Furthermore, there has been some evidence of crib deaths when the infant was not able to manufacture enough nitrite in its system and, consequently, died of food poisoning. (-an article in a trade magazine written by a physician.)

Even more interesting, just to name a few nitrite-containing vegetables, plain old beets have been found to contain 2,700 PPM of nitrite; celery, 1,600 to 2,600 PPM; lettuce, 100 to 1,400 PPM; radishes, 2,400 to 3,000 PPM; potatoes, 120 PPM; zuchini squash, 600 PPM. The source for these nitrites in the vetables comes from nitrogen fertilizers. It is nitrogen that helps to produce the green color in vegetables and to make them grow faster.

It makes little difference whether you fertilize your vegetable garden out of a bag of chemicals or cow manure. The chemical end result will be the same - nitrogen equals nitrate.

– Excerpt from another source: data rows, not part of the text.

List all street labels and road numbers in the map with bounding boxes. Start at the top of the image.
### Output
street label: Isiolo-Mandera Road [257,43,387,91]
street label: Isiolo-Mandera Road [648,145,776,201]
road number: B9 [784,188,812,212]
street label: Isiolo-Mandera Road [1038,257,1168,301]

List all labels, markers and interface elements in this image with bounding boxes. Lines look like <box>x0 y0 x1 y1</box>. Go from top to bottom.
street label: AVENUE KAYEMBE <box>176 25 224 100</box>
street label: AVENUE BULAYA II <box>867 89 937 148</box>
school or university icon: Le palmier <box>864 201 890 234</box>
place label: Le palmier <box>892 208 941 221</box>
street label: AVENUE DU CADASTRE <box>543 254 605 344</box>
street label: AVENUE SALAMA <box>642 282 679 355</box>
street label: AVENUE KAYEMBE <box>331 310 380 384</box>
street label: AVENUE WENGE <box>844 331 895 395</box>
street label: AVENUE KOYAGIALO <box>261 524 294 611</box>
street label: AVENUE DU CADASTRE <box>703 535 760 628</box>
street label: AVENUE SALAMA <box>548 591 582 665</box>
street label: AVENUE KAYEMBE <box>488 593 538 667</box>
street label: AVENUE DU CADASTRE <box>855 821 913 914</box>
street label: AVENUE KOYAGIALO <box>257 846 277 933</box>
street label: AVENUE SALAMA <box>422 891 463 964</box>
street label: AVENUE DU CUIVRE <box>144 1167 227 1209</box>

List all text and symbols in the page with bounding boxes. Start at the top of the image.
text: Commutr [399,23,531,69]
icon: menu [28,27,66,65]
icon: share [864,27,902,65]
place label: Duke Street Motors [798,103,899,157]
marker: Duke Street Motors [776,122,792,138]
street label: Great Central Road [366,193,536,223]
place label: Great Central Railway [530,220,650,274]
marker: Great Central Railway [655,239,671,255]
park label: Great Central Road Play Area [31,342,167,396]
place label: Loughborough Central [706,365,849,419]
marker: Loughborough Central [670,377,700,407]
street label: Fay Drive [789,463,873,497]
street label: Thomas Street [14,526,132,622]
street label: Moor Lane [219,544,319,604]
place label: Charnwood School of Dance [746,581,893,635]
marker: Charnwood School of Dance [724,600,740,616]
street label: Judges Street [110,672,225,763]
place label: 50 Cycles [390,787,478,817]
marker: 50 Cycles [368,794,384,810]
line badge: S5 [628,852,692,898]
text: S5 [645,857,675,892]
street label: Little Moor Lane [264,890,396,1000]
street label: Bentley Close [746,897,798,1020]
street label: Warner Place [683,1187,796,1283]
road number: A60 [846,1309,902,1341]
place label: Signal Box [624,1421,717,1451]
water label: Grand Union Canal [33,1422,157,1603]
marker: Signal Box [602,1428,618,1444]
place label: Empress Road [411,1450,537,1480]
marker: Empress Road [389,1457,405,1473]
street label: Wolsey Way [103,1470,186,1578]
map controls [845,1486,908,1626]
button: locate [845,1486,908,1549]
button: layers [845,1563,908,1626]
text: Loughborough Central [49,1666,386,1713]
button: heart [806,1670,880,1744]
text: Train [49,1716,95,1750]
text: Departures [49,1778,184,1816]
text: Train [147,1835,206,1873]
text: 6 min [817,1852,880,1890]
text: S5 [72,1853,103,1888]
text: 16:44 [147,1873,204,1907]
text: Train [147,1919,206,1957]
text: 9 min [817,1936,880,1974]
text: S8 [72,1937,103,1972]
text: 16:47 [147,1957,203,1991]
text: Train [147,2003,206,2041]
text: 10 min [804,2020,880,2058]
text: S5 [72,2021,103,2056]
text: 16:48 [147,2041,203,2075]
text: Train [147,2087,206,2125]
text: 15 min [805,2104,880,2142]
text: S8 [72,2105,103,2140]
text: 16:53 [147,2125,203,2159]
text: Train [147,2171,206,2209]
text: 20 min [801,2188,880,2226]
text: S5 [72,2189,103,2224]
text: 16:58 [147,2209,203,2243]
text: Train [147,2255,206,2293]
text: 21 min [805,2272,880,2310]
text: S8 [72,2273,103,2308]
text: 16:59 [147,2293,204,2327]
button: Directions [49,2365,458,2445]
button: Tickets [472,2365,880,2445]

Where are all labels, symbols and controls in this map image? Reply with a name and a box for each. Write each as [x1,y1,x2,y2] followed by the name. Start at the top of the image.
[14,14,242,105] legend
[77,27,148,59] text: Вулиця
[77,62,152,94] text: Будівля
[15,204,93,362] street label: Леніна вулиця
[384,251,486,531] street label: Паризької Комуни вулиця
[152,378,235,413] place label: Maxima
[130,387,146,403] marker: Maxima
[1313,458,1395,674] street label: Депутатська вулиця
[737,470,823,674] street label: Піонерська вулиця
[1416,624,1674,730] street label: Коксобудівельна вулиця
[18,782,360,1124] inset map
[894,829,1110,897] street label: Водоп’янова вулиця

In recent years, a number of books have been written on the subjects of meat curing and sausage making by people with no backgrounds or actual experience in this field. It is frightening to read that these people have recommended the use of ascorbic acid purchased at your local drugstore to cure sausage or meat. There is no documented scientific proof that botulism can be prevented by using ascorbic acid to cure meat.

You are risking food poisoning if you are using ascorbic acid to cure meat.

The use of these nitrites for curing meats has recently come under attack by various groups of people and some government agencies. Unfortunately, there is no other substitute in the world today that can do the job.